Records provided:
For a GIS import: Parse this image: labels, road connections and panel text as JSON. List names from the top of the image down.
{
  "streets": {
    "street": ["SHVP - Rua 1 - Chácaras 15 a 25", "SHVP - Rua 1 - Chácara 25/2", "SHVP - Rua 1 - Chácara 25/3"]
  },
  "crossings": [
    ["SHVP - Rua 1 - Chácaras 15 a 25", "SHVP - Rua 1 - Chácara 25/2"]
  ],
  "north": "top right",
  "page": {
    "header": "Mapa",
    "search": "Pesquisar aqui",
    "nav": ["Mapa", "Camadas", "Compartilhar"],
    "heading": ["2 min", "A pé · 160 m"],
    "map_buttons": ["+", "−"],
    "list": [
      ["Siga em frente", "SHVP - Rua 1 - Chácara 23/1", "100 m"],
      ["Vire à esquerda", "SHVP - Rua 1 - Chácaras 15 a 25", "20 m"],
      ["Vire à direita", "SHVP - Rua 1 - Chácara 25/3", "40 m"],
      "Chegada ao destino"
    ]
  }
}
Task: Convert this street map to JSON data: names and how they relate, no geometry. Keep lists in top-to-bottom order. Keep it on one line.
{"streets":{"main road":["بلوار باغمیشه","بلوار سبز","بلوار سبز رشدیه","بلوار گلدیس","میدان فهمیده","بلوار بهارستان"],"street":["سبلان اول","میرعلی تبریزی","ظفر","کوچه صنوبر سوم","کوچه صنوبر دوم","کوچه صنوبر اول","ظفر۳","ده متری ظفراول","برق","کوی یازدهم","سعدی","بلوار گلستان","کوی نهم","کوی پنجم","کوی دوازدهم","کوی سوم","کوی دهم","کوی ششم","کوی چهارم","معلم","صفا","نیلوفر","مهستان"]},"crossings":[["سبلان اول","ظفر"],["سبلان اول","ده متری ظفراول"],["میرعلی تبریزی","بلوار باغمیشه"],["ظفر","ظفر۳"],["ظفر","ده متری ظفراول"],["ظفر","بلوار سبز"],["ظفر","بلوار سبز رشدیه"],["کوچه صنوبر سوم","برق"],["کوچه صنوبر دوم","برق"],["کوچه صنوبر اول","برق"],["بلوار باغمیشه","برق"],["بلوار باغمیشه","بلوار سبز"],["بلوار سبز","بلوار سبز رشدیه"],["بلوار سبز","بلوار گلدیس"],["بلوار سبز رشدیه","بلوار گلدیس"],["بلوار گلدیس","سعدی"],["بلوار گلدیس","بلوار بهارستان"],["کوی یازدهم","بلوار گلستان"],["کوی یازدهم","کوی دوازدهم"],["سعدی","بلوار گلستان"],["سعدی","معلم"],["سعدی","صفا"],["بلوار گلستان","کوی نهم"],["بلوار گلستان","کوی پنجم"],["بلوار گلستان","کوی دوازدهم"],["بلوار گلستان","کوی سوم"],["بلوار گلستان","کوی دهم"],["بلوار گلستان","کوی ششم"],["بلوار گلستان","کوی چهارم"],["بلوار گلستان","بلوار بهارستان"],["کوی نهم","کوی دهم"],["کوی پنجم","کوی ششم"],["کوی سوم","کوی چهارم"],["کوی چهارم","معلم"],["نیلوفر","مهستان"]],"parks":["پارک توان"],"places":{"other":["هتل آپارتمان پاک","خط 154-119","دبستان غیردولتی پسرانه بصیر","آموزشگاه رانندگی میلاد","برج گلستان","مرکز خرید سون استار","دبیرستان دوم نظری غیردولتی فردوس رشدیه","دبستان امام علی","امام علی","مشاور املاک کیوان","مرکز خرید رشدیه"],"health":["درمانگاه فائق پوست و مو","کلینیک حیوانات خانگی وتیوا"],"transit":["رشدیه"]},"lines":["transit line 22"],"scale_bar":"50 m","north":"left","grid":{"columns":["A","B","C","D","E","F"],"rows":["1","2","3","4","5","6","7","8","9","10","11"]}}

Task item: Would you repeat the records above without any changes?

Output for this exercise:
For a GIS import: Parse this image: labels, road connections and panel text as JSON. List names from the top of the image down.
{
  "streets": {
    "street": ["SHVP - Rua 1 - Chácaras 15 a 25", "SHVP - Rua 1 - Chácara 25/2", "SHVP - Rua 1 - Chácara 25/3"]
  },
  "crossings": [
    ["SHVP - Rua 1 - Chácaras 15 a 25", "SHVP - Rua 1 - Chácara 25/2"]
  ],
  "north": "top right",
  "page": {
    "header": "Mapa",
    "search": "Pesquisar aqui",
    "nav": ["Mapa", "Camadas", "Compartilhar"],
    "heading": ["2 min", "A pé · 160 m"],
    "map_buttons": ["+", "−"],
    "list": [
      ["Siga em frente", "SHVP - Rua 1 - Chácara 23/1", "100 m"],
      ["Vire à esquerda", "SHVP - Rua 1 - Chácaras 15 a 25", "20 m"],
      ["Vire à direita", "SHVP - Rua 1 - Chácara 25/3", "40 m"],
      "Chegada ao destino"
    ]
  }
}
Task: Convert this street map to JSON data: names and how they relate, no geometry. Keep lists in top-to-bottom order. Keep it on one line.
{"streets":{"main road":["بلوار باغمیشه","بلوار سبز","بلوار سبز رشدیه","بلوار گلدیس","میدان فهمیده","بلوار بهارستان"],"street":["سبلان اول","میرعلی تبریزی","ظفر","کوچه صنوبر سوم","کوچه صنوبر دوم","کوچه صنوبر اول","ظفر۳","ده متری ظفراول","برق","کوی یازدهم","سعدی","بلوار گلستان","کوی نهم","کوی پنجم","کوی دوازدهم","کوی سوم","کوی دهم","کوی ششم","کوی چهارم","معلم","صفا","نیلوفر","مهستان"]},"crossings":[["سبلان اول","ظفر"],["سبلان اول","ده متری ظفراول"],["میرعلی تبریزی","بلوار باغمیشه"],["ظفر","ظفر۳"],["ظفر","ده متری ظفراول"],["ظفر","بلوار سبز"],["ظفر","بلوار سبز رشدیه"],["کوچه صنوبر سوم","برق"],["کوچه صنوبر دوم","برق"],["کوچه صنوبر اول","برق"],["بلوار باغمیشه","برق"],["بلوار باغمیشه","بلوار سبز"],["بلوار سبز","بلوار سبز رشدیه"],["بلوار سبز","بلوار گلدیس"],["بلوار سبز رشدیه","بلوار گلدیس"],["بلوار گلدیس","سعدی"],["بلوار گلدیس","بلوار بهارستان"],["کوی یازدهم","بلوار گلستان"],["کوی یازدهم","کوی دوازدهم"],["سعدی","بلوار گلستان"],["سعدی","معلم"],["سعدی","صفا"],["بلوار گلستان","کوی نهم"],["بلوار گلستان","کوی پنجم"],["بلوار گلستان","کوی دوازدهم"],["بلوار گلستان","کوی سوم"],["بلوار گلستان","کوی دهم"],["بلوار گلستان","کوی ششم"],["بلوار گلستان","کوی چهارم"],["بلوار گلستان","بلوار بهارستان"],["کوی نهم","کوی دهم"],["کوی پنجم","کوی ششم"],["کوی سوم","کوی چهارم"],["کوی چهارم","معلم"],["نیلوفر","مهستان"]],"parks":["پارک توان"],"places":{"other":["هتل آپارتمان پاک","خط 154-119","دبستان غیردولتی پسرانه بصیر","آموزشگاه رانندگی میلاد","برج گلستان","مرکز خرید سون استار","دبیرستان دوم نظری غیردولتی فردوس رشدیه","دبستان امام علی","امام علی","مشاور املاک کیوان","مرکز خرید رشدیه"],"health":["درمانگاه فائق پوست و مو","کلینیک حیوانات خانگی وتیوا"],"transit":["رشدیه"]},"lines":["transit line 22"],"scale_bar":"50 m","north":"left","grid":{"columns":["A","B","C","D","E","F"],"rows":["1","2","3","4","5","6","7","8","9","10","11"]}}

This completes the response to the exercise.